Essay collection by C.E.S Wood

Heavenly Discourse is a collection of satirical essays by Charles Erskine Scott Wood, published in 1927.

== Publication ==
Wood primarily wrote poetry and serious prose. However, Max Eastman and John Reed, co-editors of the radical magazine The Masses, (Note: Sources disagree on who the editor(s) of The Masses was or were, and it may have changed in time. Bingham & Barnes (1997) and Robbins, Frank & Ross (1983) both list Eastman and John Reed. Starr (2002) lists Eastman and Floyd Dell. The Wikipedia article for The Masses seems to indicate that it was just Eastman.) asked him to write something humorous for their periodical. The result was a short satirical attack on World War I named The Heavenly Dialogue, published in 1914. This became the first of a series of similar dialogues. Ten of these were published in The Masses. Following passage of the Espionage Act of 1917, The Masses was suppressed by the U. S. government on the grounds that it was detrimental to the war effort. Wood continued to write more discourses.
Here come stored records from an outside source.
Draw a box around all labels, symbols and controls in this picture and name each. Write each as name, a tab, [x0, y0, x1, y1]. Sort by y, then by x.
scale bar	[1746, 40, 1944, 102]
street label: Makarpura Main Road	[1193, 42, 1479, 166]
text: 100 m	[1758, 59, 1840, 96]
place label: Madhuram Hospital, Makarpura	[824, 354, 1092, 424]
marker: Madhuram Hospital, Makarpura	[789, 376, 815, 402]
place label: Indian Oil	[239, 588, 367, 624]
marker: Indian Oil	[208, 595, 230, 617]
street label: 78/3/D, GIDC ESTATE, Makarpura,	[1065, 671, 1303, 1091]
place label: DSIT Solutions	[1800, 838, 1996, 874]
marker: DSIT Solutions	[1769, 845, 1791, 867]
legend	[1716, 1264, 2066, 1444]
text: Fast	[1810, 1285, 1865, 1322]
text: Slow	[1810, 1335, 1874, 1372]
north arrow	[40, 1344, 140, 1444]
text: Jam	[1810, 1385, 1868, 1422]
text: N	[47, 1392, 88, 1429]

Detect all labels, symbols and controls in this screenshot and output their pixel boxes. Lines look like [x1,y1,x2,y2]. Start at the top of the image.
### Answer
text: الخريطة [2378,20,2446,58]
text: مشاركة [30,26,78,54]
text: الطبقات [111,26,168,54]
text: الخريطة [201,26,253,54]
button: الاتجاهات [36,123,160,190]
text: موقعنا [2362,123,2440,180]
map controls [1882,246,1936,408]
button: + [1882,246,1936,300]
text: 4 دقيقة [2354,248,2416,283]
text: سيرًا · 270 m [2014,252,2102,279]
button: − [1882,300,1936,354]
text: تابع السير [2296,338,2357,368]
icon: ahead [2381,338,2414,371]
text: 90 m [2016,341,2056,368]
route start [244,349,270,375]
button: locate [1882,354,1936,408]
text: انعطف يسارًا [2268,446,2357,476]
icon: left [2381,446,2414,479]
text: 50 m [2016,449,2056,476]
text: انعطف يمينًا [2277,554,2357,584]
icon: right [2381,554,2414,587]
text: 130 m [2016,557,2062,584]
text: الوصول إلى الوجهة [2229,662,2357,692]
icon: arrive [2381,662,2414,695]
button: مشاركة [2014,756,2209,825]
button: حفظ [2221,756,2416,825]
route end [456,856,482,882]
After World War I, Max Eastman and others urged publication of the discourses in book form. In 1927, the Vanguard Press published a collection of forty-one of them under the title Heavenly Discourse.

== Content ==

The work is primarily a dialogue between Satan and God about contemporary issues. They are presented as friendly adversaries who are often in general agreement. God represents Wood's own perspective. A variety of other characters also join the conversation, including angels, Jesus, Buddha, the Czar of Russia, Billy Sunday, Socrates, John Pierpont Morgan, Teddy Roosevelt, Carrie Nation, Sappho, François Rabelais, Margaret Sanger, and Mark Twain.

Politically radical, the essays ridicule war, prudishness, patriotism, bigotry and Christian theology. Instead, they promoted bohemianism, free love, pacifism, socialism, birth control, and women's rights. The satire of these essays mocks mainstream society and views it with skepticism. Titles of some of the discourses include Is God a Jew?, The United States Must Be Pure, and The Stupid Cannot Enter Heaven. Wood wrote Heavenly Discourse from the bourgeois radicalism of Greenwich Village of which he was a part.

In one of the essays, Billy Sunday meets God, Wood pokes at bourgeois morality by imagining Billy Sunday in Heaven, surprised and disappointed to find people he condemned there. Jesus responds to his complaints, and points out that he associated with drinkers and prostitutes.

Heavenly discourse is one of very few Western texts from this era to mention the angel Israfil of Arab folklore.

== Reception ==

Although Wood wrote extensively, this was his only work to reach a wide audience. The book had a substantial impact on Robert Paul Wolff and Todd Gitlin. Some American publications have called it a "classic". Kevin Starr wrote in 2002 that Heavenly Discourse now seems "pedestrian and heavy-handed" but affirms that it was daring in its time.